The bladder is compressed by the other organs when it is empty. Its filling occurs progressively, until the tension of its walls rises above a threshold value, which triggers a neurogenic reflex called micturition reflex, which produces urination (urination), and if this is not achieved, it at least causes urination. conscious desire to urinate.

The process of urination is controlled voluntarily most of the time. Poor or absent control of urination is called urinary incontinence.

Reflex of micturition

Reflex urination is a fully automatic spinal process. In the walls of the urinary bladder there are sensory receptors called bladder wall stretch receptors that capture the pressure and increase in bladder volume. The most important are those located in the bladder neck. These sensory receptors elicit action potentials that are transmitted along the pelvic nerves to the sacral segments S-2 and S-3. Motor fibers of the parasympathetic nervous system originate in these sacral nuclei and end in nerve ganglion cells located in the bladder wall, in charge of innervating the detrusor muscle of the bladder. This reflex arc is repeated for a few minutes each time to increase bladder pressure and is consciously inhibited by the brain if urination does not occur.

Man pissing in a minute.

Sometimes the cluster of micturition reflexes is so great that the nerve impulse passes through the pudendal nerve to the external urinary sphincter to inhibit it. If this inhibition is stronger than the voluntary conscious signals from the brain, involuntary urination (urinary incontinence) will occur.

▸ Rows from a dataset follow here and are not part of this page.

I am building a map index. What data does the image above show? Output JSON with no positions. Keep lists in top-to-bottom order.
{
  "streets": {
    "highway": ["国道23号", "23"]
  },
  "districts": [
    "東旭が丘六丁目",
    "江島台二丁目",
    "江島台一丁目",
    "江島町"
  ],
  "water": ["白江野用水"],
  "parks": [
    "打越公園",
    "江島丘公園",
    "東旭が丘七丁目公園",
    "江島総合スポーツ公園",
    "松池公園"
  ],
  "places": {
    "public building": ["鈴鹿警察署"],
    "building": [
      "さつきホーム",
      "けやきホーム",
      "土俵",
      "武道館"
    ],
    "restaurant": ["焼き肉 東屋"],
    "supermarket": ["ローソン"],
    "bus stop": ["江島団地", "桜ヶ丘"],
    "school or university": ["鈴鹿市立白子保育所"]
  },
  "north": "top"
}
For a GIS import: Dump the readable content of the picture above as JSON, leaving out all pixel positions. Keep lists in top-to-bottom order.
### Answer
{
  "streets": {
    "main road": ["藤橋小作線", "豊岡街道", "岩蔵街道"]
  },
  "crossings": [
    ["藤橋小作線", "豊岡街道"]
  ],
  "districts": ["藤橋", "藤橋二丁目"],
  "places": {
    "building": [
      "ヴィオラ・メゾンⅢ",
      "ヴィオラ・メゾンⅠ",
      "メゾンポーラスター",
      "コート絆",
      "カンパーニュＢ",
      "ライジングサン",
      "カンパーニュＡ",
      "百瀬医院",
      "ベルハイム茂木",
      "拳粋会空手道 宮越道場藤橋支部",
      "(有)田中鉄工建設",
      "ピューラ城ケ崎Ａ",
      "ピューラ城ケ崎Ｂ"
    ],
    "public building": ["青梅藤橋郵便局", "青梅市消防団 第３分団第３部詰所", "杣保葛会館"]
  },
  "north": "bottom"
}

Brain control of urination

Grey wolf peeing to mark its territory.
Patients exhibiting urine samples to Constantine the African for diagnostic purposes.

Victuring can be inhibited or precipitated by brain centers that are:

  • Powerful facilitating centers and inhibitors in the brain trunk, perhaps located in the protuberance.
  • Several centers located in the cerebral cortex, which are mostly inhibitors but can also be exciting.

Brain control of urination occurs by the following means:

  • Through the spinal cord, the encephalic nuclei stimulate the sacral parasympathetic centers so that — through the nerve, they can relax the external sphincter muscle, when there is a desire to urinate. In addition, there is abdominal contraction and relaxation of the pelvic soil, which facilitates urination.
  • Through the spinal cord, the encephalic nuclei stimulate the sympathetic centers that produce contraction of the trigone and the external sphincter, preventing urination.

Viding symptoms

When you have a urinary tract disease, there may be unpleasant symptoms when you urinate such as:

  1. Dirty: it is a raging pain or scozor during the passage of the urine through the urethra. This isolated symptom or together with one of the following define the Hospital syndrome.
  2. Polaquiuria: is the increase in the number of urines for 24 hours, usually of little amount.
  3. Nicturia: is the increase in urination during the night (see also enuresis and parasomnia).
  4. Hematuria: it is the expulsion of blood with the urine.
  5. Piuria: is the expulsion of pus with the urine.
  6. suprapubic pain or hypogastric pain: it is a pain in the lower belly or in the lower part of the abdomen when measured.
  7. Tenesmus urinary: it's the feeling of wanting to pee again, when it's just done.
  8. Nephrotic colic: it is a spasmodic pain originated in the lumbar region that radiates towards the external genitals, of great intensity.
  9. Anuria, oliguria: When the urination is less than 400-600 ml/day, or less than 20 ml/hour if the patient is prone. If in less than 100 ml in 24 hours it is considered anuria

Disorders related to urination

  • Paruresis: impossibility to urinate in certain situations.
  • Constant Miction Syndrome: Syndrome that leads the affected to constantly urinate in a lapse less than 10 minutes during the night.
  • Spinal disorders: the spinal section above the sacral marrow (being unharmed these segments) causes the loss of superior control of the urination, retaining the reflection but automatically. Spinal injury in the sacral segment causes loss of the reflex of urination, urine retention, with bladder dilation and overflowing urination, a disorder that is observed by injury of a peripheral component of the reflection.